Please write the listing below out again exactly, leaving every picture behind.

[[ AVAILABLE RECORDS, beginning ]]

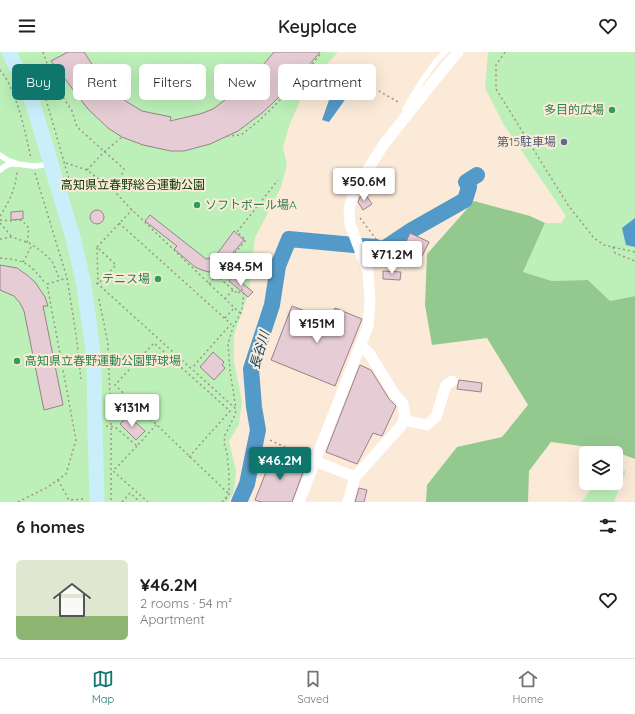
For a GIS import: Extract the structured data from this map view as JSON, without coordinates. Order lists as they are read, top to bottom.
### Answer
{
  "water": ["長谷川"],
  "parks": ["高知県立春野総合運動公園"],
  "places": [
    "多目的広場",
    "第15駐車場",
    "ソフトボール場A",
    "テニス場",
    "高知県立春野運動公園野球場"
  ],
  "page": {
    "header": "Keyplace",
    "chip": [
      "Buy",
      "Rent",
      "Filters",
      "New",
      "Apartment"
    ],
    "price": [
      "¥50.6M",
      "¥71.2M",
      "¥84.5M",
      "¥151M",
      "¥131M",
      "¥46.2M"
    ],
    "heading": "6 homes",
    "list": [
      {
        "name": "¥46.2M",
        "note": "2 rooms · 54 m² · Apartment"
      }
    ],
    "tabs": ["Map", "Saved", "Home"]
  }
}
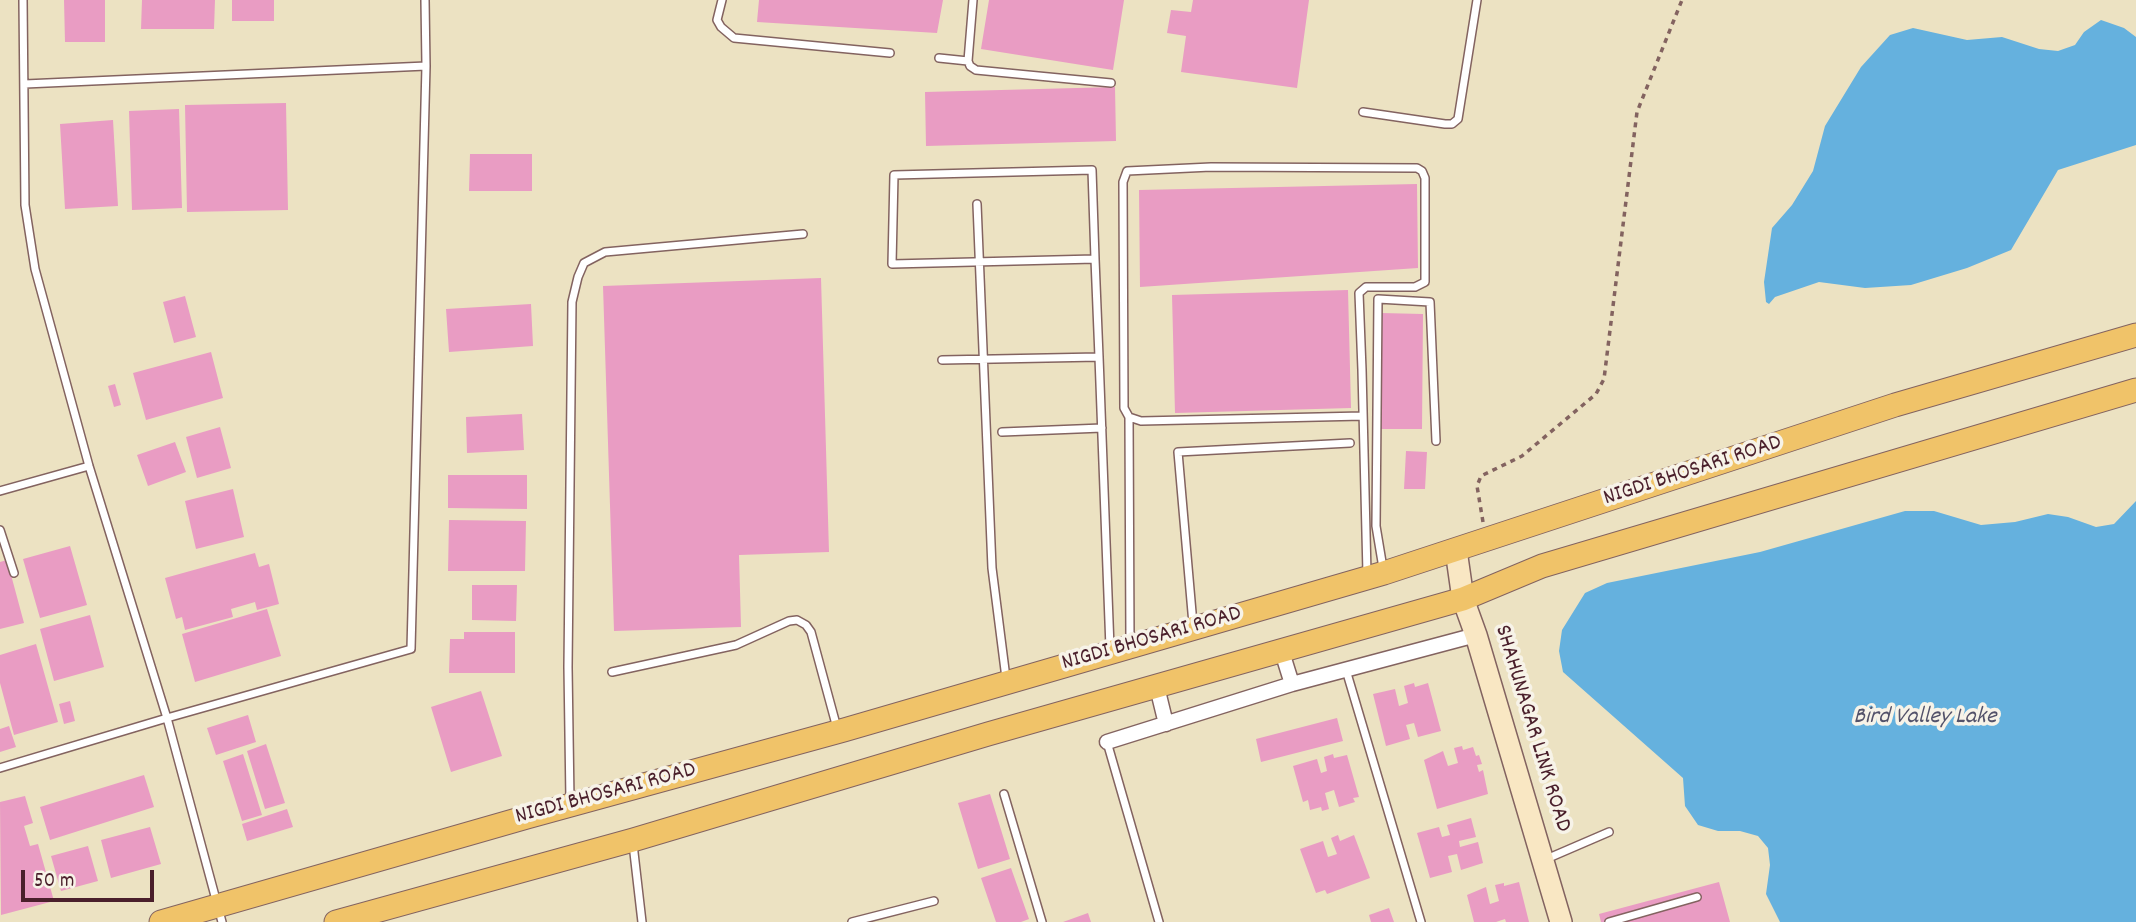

[[ AVAILABLE RECORDS, end ]]

ANSWER SPACE:
For a GIS import: Extract the structured data from this map view as JSON, without coordinates. Order lists as they are read, top to bottom.
### Answer
{
  "water": ["長谷川"],
  "parks": ["高知県立春野総合運動公園"],
  "places": [
    "多目的広場",
    "第15駐車場",
    "ソフトボール場A",
    "テニス場",
    "高知県立春野運動公園野球場"
  ],
  "page": {
    "header": "Keyplace",
    "chip": [
      "Buy",
      "Rent",
      "Filters",
      "New",
      "Apartment"
    ],
    "price": [
      "¥50.6M",
      "¥71.2M",
      "¥84.5M",
      "¥151M",
      "¥131M",
      "¥46.2M"
    ],
    "heading": "6 homes",
    "list": [
      {
        "name": "¥46.2M",
        "note": "2 rooms · 54 m² · Apartment"
      }
    ],
    "tabs": ["Map", "Saved", "Home"]
  }
}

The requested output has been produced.